By Pooja Thakur
Oct. 25 (Bloomberg) -- Record overseas purchases that have stoked a ``bubble'' in Indian stocks may slow under new rules planned by regulators, investors and analysts say.
Foreign investors sold a net $1.3 billion worth of Indian shares since capital markets regulator M. Damodaran proposed curbs on Oct. 16, the biggest five-day selloff in two months. Damodaran, chairman of the Securities & Exchange Board of India, will today hold a board meeting to approve new rules aimed at forcing overseas investors to register before buying stocks.
Finance Minister P. Chidambaram yesterday said inflows have caused a ``bubble'' in the stock market and stoked the rupee to a 9 1/2-year high. More than half of client assets held by Citigroup Inc., JPMorgan Chase & Co. and other foreign brokerages are in offshore derivatives linked to Indian stocks.
``In the long run, rerouting equity flows probably would have only a very limited effect, but in the short run, it can have a significant impact on sentiment and flows,'' UBS AG's Hong Kong-based economist Philip Wyatt said. ``It takes time to do the legal paperwork and register as an onshore Foreign Institutional Investor, so there is a liquidity impact.''
U.S. Treasury Secretary Henry Paulson yesterday urged India to avoid placing controls on international investment, two days before leaving for his first visit to the country since taking office.
Offshore derivatives, known as participatory notes, rose 11- fold to 3.54 trillion rupees ($89 billion) in 3 1/2 years, the regulator said on Oct. 16. These accounted for 52 percent of foreign brokers' assets under custody, the regulator said.
The watchdog will hold a press conference at 5 p.m. in Mumbai to give details on the outcome of today's board meeting.
Share Rally
Foreign funds and institutions have bought $16.7 billion of shares this year, with 43 percent invested since the U.S. Federal Reserve cut rates on Sept. 18. That's driven the benchmark Bombay Stock Exchange Sensitive Index, or Sensex, past 19,000 for the first time, making it the third-best performer among global indexes since the Fed cut.

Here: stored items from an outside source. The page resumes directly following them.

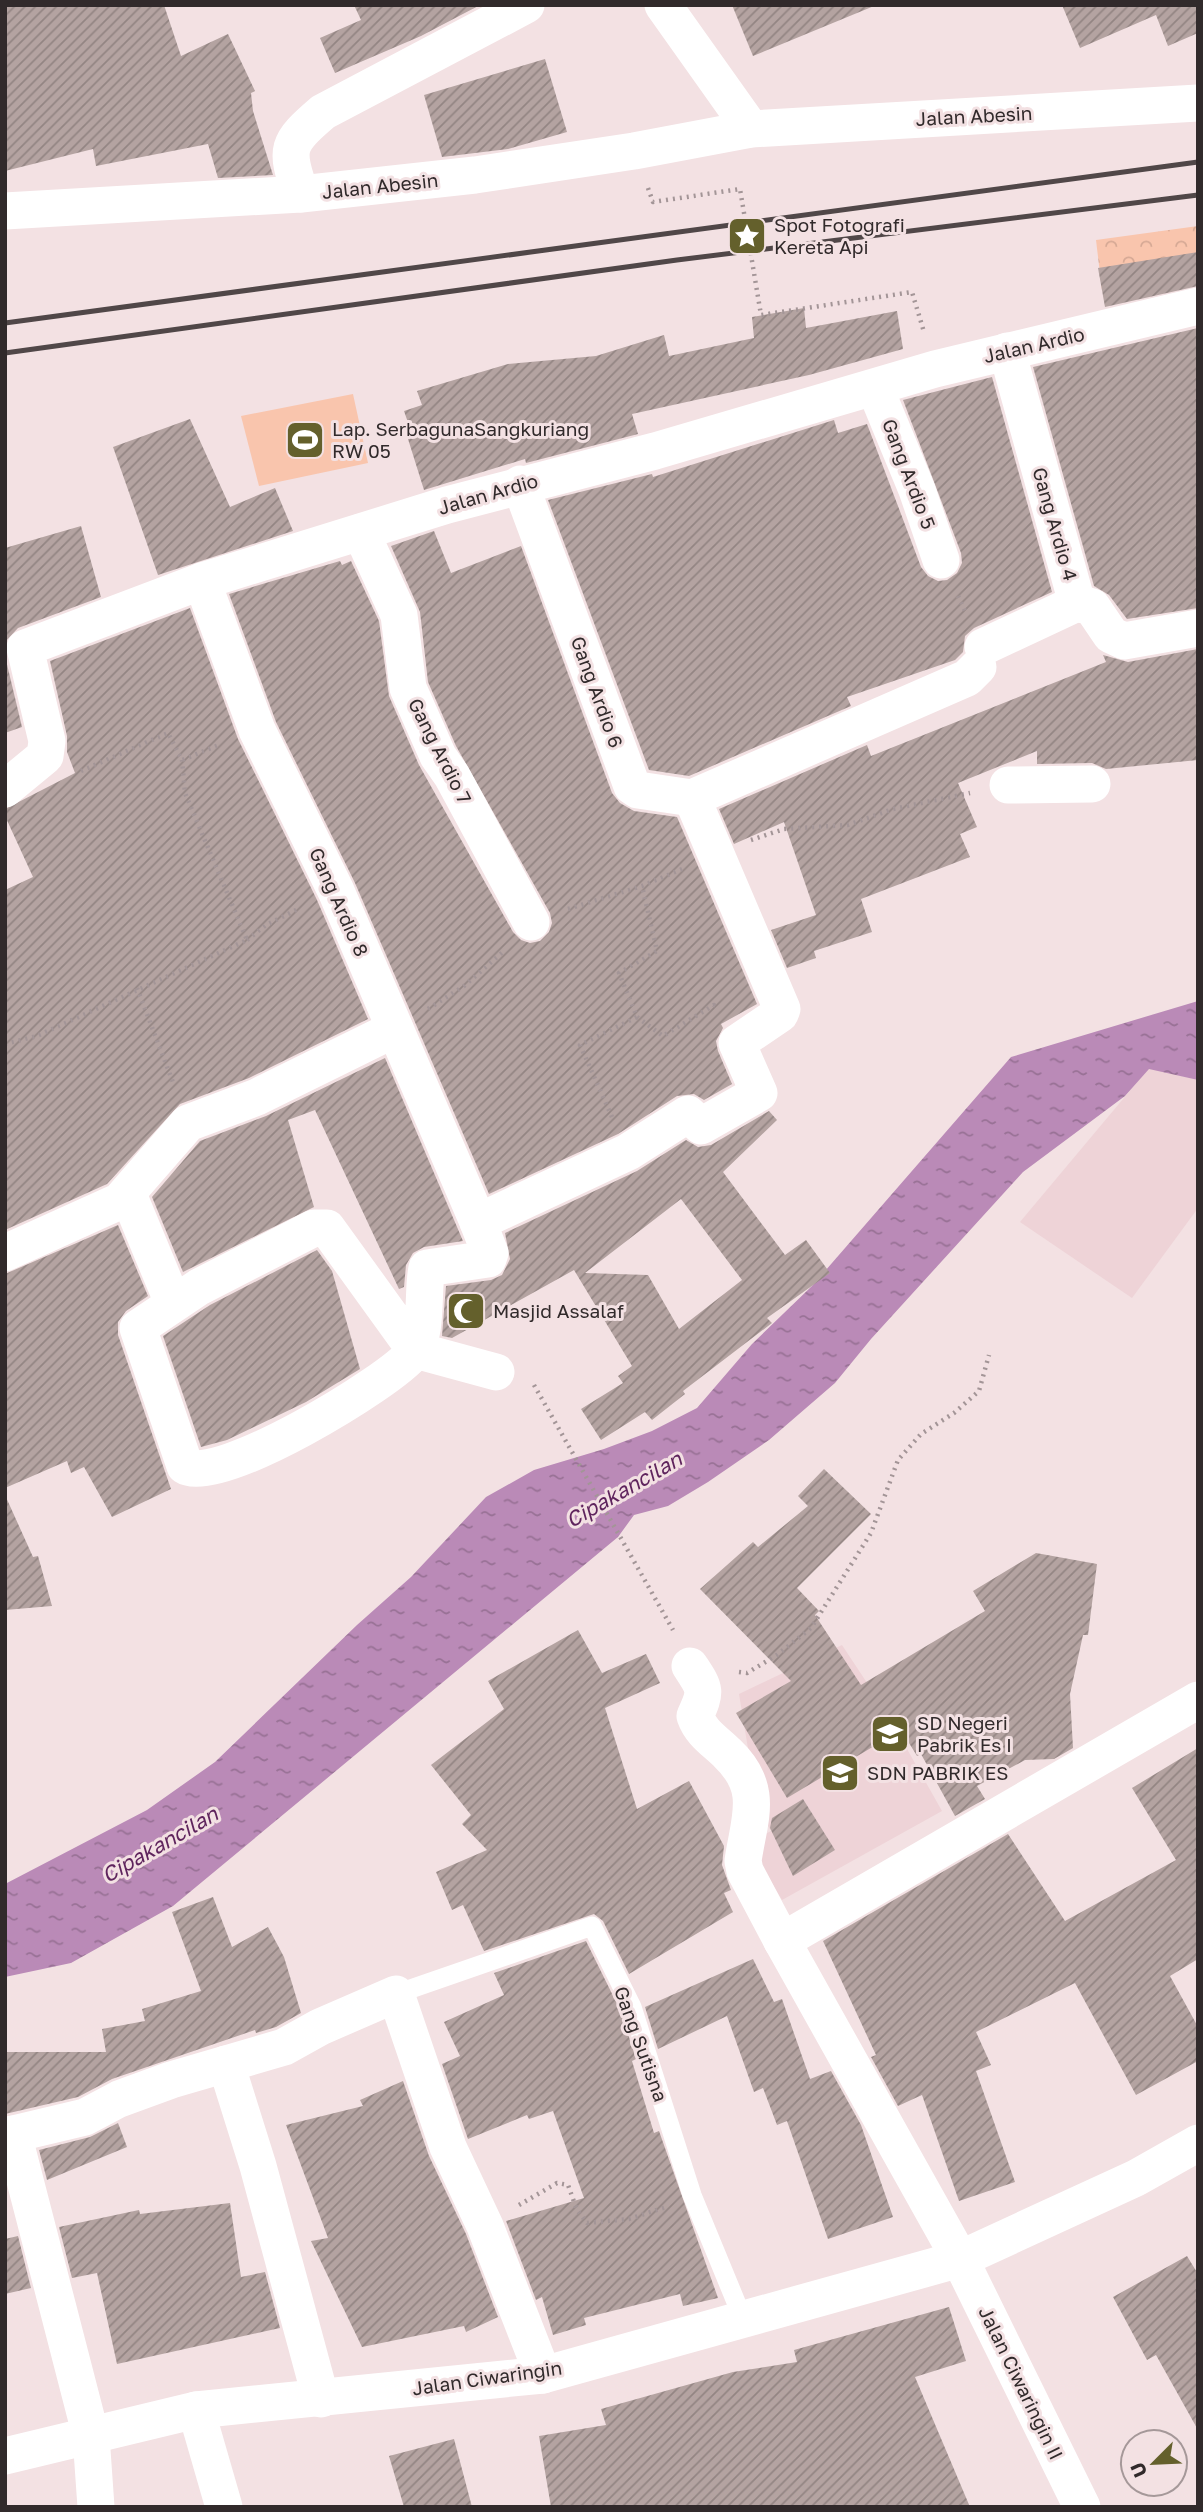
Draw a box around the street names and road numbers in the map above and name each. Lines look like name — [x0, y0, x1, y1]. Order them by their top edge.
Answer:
street label: Jalan Abesin — [915, 101, 1033, 130]
street label: Jalan Abesin — [321, 168, 439, 203]
street label: Jalan Ardio — [981, 322, 1086, 367]
street label: Gang Ardio 5 — [878, 415, 941, 532]
street label: Gang Ardio 4 — [1028, 465, 1083, 583]
street label: Jalan Ardio — [435, 468, 540, 519]
street label: Gang Ardio 6 — [567, 633, 628, 751]
street label: Gang Ardio 7 — [404, 694, 477, 807]
street label: Gang Ardio 8 — [305, 844, 374, 960]
street label: Gang Sutisna — [610, 1983, 673, 2105]
street label: Jalan Ciwaringin II — [974, 2302, 1069, 2463]
street label: Jalan Ciwaringin — [411, 2356, 563, 2399]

The regulator on Oct. 16 suggested foreign institutional investors shouldn't be allowed to issue or renew offshore derivative instruments linked to futures and options. The proposals triggered a slump in markets that halted trading for an hour the next day and ended eight straight weeks of gains on the Sensex.
Liquidity Impact
``In the short term, liquidity will come down,'' said Chakri Lokapriya, who manages $850 million of stocks in India, Brazil, Russia and China at BNP Paribas Asset Management U.K. Ltd.
Damodaran eased concerns on the rule changes in a conference call with brokers including JPMorgan and Goldman Sachs Group Inc. on Oct. 22.
He dropped a proposed ban on overseas brokerages using offshore derivatives for their own trading.
Foreign investors registered in India will be allowed to apply for a license for accounts based outside the South Asian nation, he said. There won't be a limit on the number of accounts each brokerage can convert.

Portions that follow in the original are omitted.